Collected data entries:
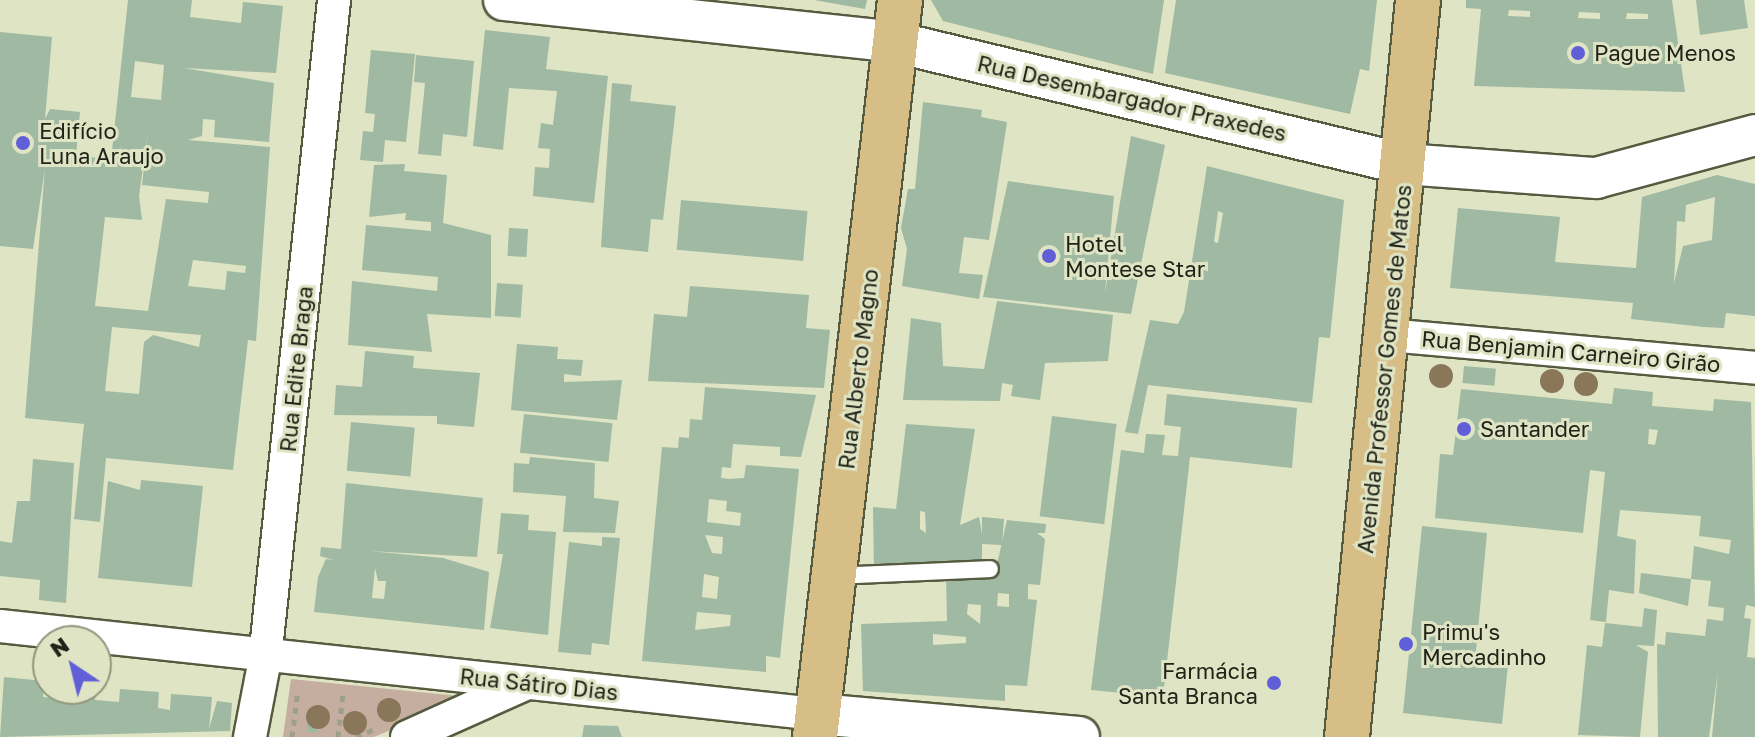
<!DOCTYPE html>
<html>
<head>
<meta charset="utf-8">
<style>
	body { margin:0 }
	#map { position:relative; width:1755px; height:737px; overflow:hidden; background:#dee4c4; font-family:"Golos Text",sans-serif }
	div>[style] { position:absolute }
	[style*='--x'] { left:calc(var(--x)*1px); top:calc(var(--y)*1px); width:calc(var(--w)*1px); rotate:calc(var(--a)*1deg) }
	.green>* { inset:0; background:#c5ada0 }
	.building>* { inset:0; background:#9fb9a2; transform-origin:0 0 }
	.path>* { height:5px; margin-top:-2.5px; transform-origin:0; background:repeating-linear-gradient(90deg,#9ca088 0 6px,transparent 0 12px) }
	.roads { filter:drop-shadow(2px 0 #565b40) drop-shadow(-2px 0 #565b40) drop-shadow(0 2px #565b40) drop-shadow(0 -2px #565b40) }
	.service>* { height:16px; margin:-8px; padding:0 8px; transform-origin:8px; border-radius:8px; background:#fff }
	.minor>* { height:32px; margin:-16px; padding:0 16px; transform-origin:16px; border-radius:16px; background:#fff }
	.tertiary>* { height:40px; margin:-20px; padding:0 20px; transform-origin:20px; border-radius:20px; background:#fff }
	.primary>* { height:44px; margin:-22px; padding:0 22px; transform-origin:22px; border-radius:22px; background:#d7bd86 }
	.trees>* { width:24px; height:24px; margin:-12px; border-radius:50%; background:#8a7759 }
	.dots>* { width:22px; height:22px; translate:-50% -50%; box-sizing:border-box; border:4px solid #dee4c4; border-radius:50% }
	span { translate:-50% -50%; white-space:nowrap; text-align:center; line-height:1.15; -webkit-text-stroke:6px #dee4c4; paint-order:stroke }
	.poi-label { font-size:22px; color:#212318 }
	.left { translate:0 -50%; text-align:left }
	.right { translate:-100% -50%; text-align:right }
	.street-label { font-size:22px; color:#212318 }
	.north { position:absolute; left:32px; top:625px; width:80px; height:80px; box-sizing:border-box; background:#dee4c4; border:2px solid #92977f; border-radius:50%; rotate:325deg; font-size:22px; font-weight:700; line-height:32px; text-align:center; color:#212318 }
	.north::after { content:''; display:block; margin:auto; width:28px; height:36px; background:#605fd7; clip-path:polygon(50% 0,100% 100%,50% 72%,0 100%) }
</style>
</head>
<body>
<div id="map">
	<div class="green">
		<div style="clip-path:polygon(291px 679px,468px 697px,374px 737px,283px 737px)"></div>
	</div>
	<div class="building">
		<div style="clip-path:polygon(evenodd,128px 0,192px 0,190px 17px,241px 23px,243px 2px,283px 6px,276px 73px,184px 68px,274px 83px,269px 142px,214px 137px,215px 120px,203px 119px,202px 136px,188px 140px,270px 147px,256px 341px,248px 340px,233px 470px,106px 458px,100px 522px,74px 519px,84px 424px,25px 418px,45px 168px,33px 249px,0 246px,0 32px,52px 37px,45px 119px,50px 109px,80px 112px,76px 155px,111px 160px,128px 0,135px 61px,164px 65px,161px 100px,131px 97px,135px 61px,128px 0,148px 131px,142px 185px,209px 192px,208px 203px,166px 199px,148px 311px,95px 306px,105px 217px,142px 220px,139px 196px,148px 131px,128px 0,193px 260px,246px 266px,245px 273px,227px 271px,225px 290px,188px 286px,193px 260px,128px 0,112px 327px,201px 335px,199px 347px,153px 335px,144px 342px,139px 394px,105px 391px,112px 327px)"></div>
		<div style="clip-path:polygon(814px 0,867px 0,865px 9px)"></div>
		<div style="clip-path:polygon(931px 0,1164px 0,1153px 74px,943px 21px)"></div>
		<div style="clip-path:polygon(1176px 0,1377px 0,1369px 71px,1360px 69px,1350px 114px,1165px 73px)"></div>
		<div style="clip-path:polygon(evenodd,1466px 0,1672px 0,1685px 92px,1474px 86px,1481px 9px,1466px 8px,1466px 0,1509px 10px,1530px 11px,1530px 17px,1508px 16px,1509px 10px,1466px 0,1579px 12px,1600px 13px,1600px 19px,1578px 18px,1579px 12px,1466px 0,1627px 13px,1648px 14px,1648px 19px,1626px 19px,1627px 13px)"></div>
		<div style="clip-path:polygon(1696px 0,1744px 0,1748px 28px,1700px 35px)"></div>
		<div style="clip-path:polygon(485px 30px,550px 37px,546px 69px,608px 76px,594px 203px,533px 196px,535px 167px,549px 168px,550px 149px,538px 148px,541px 123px,553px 125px,557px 91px,509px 88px,503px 150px,473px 146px)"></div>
		<div style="clip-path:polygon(371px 50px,415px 54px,406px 142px,385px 140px,383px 162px,360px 160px,363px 131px,373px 132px,375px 114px,365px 113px)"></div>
		<div style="clip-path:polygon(416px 55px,474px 61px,467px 137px,443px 134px,441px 156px,418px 154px,425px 83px,414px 82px)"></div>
		<div style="clip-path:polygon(612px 83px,632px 85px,630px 101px,676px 106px,663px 220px,651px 219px,648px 252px,601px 247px)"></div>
		<div style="clip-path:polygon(923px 102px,982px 110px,981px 117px,1007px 122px,989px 240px,964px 237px,959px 273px,983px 275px,979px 299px,902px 286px,907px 249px,901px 228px,908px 189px,915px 189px)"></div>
		<div style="clip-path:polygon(1131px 136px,1165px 145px,1131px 314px,983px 297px,1008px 181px,1114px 196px,1105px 293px)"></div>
		<div style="clip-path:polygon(405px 164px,404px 171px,447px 175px,443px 223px,491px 235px,491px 318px,427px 314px,432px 352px,348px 345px,352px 281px,437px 291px,438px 277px,362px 270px,366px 225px,431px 231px,431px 222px,405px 220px,406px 213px,369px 217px,374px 165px)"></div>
		<div style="clip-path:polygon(evenodd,1207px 166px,1344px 200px,1330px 338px,1319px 337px,1312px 403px,1148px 385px,1138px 434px,1125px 432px,1150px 320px,1178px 324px,1184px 312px,1207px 166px,1218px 211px,1223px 213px,1218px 243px,1214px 242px,1218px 211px)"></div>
		<div style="clip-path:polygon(evenodd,1717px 175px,1755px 184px,1755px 316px,1726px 313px,1724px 328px,1704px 327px,1631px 319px,1633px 303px,1450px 288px,1458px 208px,1560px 217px,1555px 262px,1636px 268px,1642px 197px,1717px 175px,1715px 197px,1712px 240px,1683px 246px,1674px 283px,1677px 221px,1685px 222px,1686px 205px,1715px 197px)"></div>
		<div style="left:681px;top:200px;width:127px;height:50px;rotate:5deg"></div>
		<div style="left:509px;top:228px;width:19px;height:28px;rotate:3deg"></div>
		<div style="left:497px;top:283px;width:26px;height:33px;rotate:4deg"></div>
		<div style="clip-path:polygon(690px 286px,809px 295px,806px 328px,830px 330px,824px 388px,648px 381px,654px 314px,687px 317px)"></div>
		<div style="clip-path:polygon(997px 301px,1113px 315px,1108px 361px,1045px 363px,1040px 400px,1011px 396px,1013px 385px,1002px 383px,1000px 401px,903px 400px,911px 318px,941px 323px,943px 366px,984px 369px)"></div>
		<div style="clip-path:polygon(517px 344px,558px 347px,557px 359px,583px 360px,581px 376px,564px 374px,564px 382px,622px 380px,617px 420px,511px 410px)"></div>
		<div style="clip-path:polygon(365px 351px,414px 356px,413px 368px,480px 373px,474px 427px,437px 424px,437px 416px,334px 415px,336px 385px,362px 387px)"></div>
		<div style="left:1464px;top:366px;width:32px;height:17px;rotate:5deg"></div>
		<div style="clip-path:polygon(evenodd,705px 387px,816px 395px,801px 457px,780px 456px,780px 447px,733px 444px,731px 468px,722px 467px,721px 478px,729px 479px,744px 478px,746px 465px,799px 469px,780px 658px,766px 656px,766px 672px,642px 661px,662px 447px,678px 448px,679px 437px,689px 438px,690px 419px,702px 420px,705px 387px,709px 499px,727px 501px,726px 511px,741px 513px,740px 526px,707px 522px,709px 499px,705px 387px,705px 535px,723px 537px,722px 554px,712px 553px,705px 535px,705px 387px,704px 574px,719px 577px,717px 599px,702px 597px,704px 574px,705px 387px,697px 612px,731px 615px,730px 626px,695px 630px,697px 612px)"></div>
		<div style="clip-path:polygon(evenodd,1614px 388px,1653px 392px,1652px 406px,1713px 411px,1714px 399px,1751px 402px,1755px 607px,1746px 605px,1744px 618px,1751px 619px,1747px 657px,1755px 658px,1755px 737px,1712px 737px,1718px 671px,1709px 737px,1658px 737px,1657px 644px,1665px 645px,1666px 632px,1705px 636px,1707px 619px,1723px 621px,1724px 608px,1708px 606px,1711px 581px,1691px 579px,1694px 546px,1729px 554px,1731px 540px,1699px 536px,1701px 516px,1620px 510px,1617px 536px,1636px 540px,1634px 594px,1609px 590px,1606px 622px,1590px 620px,1605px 472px,1590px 470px,1583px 533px,1435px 518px,1440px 454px,1453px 455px,1461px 389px,1612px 404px,1614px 388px,1649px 429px,1658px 430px,1655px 445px,1648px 444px,1649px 429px)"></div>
		<div style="clip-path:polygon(1167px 394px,1297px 408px,1292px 468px,1190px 457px,1163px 697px,1091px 690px,1121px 450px,1144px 453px,1146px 434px,1165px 435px,1162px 455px,1178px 456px,1181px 427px,1164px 425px)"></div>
		<div style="left:524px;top:414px;width:89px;height:39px;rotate:6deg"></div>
		<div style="left:1052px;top:416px;width:65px;height:101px;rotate:7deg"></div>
		<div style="left:351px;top:422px;width:64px;height:49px;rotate:5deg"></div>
		<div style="clip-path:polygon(evenodd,906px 424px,975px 429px,960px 525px,979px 517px,982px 534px,982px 517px,1004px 519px,1002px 545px,982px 544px,982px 568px,874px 573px,873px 507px,896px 509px,906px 424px,920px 511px,925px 512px,926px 533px,920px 529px,920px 511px)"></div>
		<div style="clip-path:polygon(530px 457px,595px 463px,594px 498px,619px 501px,615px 533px,563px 532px,566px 496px,513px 492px,514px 463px,529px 464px)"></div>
		<div style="clip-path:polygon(33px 459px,74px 463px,66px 603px,39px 600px,40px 580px,0 576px,0 541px,12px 543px,17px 501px,30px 501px)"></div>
		<div style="clip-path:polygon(141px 480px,203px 486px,192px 587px,98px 578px,108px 481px,140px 490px)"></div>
		<div style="clip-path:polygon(evenodd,346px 483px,483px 498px,477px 557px,369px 551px,443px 558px,489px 572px,484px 630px,314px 612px,318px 577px,326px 559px,334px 560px,320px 556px,321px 547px,341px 549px,346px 483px,375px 568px,378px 581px,386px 581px,384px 599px,372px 598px,375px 568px)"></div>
		<div style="clip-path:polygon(501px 513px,529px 515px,528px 530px,556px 532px,548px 635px,490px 628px,503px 554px,497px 554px)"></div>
		<div style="clip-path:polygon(evenodd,1007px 520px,1046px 524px,1045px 533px,1037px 533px,1045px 539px,1040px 585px,1028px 584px,1028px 599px,1037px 600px,1027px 686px,1005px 685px,1005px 701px,863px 691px,861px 624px,947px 621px,946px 577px,994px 578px,1007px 520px,998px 593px,1009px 594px,1009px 607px,997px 606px,998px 593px,1007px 520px,968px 604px,981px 605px,980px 624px,967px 614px,968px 604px,1007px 520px,933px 634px,966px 637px,966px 643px,933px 645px,933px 634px)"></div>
		<div style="clip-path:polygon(1422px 526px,1487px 533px,1476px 651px,1509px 655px,1502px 724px,1403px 713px)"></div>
		<div style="clip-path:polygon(602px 537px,620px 538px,609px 645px,592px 643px,591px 655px,558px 652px,569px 542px,602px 546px)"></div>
		<div style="clip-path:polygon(1641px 573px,1691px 579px,1688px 606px,1639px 593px)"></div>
		<div style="clip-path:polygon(1644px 608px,1657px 610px,1654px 646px,1636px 645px,1648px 652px,1640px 737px,1578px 735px,1587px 645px,1602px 647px,1605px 623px,1642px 627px)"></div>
		<div style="clip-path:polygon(4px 677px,44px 681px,43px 697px,55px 698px,56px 689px,96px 689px,95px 700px,119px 702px,120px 689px,159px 692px,158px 708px,170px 710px,171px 694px,212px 697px,209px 729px,217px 701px,232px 703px,230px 731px,0 737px)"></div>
		<div style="left:308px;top:718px;width:10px;height:14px;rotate:6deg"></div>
		<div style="clip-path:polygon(584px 725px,618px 726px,622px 737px,582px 737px)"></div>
	</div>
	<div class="path">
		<div style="--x:292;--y:737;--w:47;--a:-82.7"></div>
		<div style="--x:338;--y:737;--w:43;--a:-83.4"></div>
		<div style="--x:356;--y:737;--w:20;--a:-24"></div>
	</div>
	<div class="roads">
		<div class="service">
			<div style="--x:836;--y:576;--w:154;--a:-2.6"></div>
		</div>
		<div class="minor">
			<div style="--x:1388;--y:335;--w:368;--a:5.1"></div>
			<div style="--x:0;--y:626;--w:822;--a:6.15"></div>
			<div style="--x:250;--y:737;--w:79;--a:-79.1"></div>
			<div style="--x:265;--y:659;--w:663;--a:-84.02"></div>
			<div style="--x:407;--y:737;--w:129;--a:-24.2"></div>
		</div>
		<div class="tertiary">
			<div style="--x:504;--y:0;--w:393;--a:6.1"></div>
			<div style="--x:895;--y:42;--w:523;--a:13.48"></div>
			<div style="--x:1404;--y:164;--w:193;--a:4.2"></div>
			<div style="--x:1596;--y:178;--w:165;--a:-15.1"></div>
			<div style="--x:817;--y:714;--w:263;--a:5"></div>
		</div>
		<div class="primary">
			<div style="--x:815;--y:737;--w:742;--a:-83.42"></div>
			<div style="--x:1347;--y:737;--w:740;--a:-84.5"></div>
		</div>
	</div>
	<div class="trees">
		<div style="left:1441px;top:376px"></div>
		<div style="left:1552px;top:381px"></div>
		<div style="left:1586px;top:384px"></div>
		<div style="left:389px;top:710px"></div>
		<div style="left:318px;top:717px"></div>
		<div style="left:355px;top:723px"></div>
	</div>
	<div class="dots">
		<div style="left:1578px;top:53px;background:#605fd7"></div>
		<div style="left:23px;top:143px;background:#605fd7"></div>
		<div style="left:1049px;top:256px;background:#605fd7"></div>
		<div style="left:1464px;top:429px;background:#605fd7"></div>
		<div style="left:1406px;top:644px;background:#605fd7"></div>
		<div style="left:1274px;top:683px;background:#605fd7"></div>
	</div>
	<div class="poi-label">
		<span class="left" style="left:1594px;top:53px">Pague Menos</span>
		<span class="left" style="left:39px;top:143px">Edifício<br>Luna Araujo</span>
		<span class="left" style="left:1065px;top:256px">Hotel<br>Montese Star</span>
		<span class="left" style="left:1480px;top:429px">Santander</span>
		<span class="left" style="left:1422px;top:644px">Primu's<br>Mercadinho</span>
		<span class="right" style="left:1258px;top:683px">Farmácia<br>Santa Branca</span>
	</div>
	<div class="street-label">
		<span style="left:1132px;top:98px;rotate:13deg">Rua Desembargador Praxedes</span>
		<span style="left:1571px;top:351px;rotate:5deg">Rua Benjamin Carneiro Girão</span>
		<span style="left:296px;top:369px;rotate:-84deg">Rua Edite Braga</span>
		<span style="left:858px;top:369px;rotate:-83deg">Rua Alberto Magno</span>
		<span style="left:1384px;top:369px;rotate:-84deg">Avenida Professor Gomes de Matos</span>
		<span style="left:539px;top:684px;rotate:6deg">Rua Sátiro Dias</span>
	</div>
	<div class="north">N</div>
</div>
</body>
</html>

- What you should do: Count every line of the data in which the word "roads" appears, and report only the total.

- Response for this exercise: 2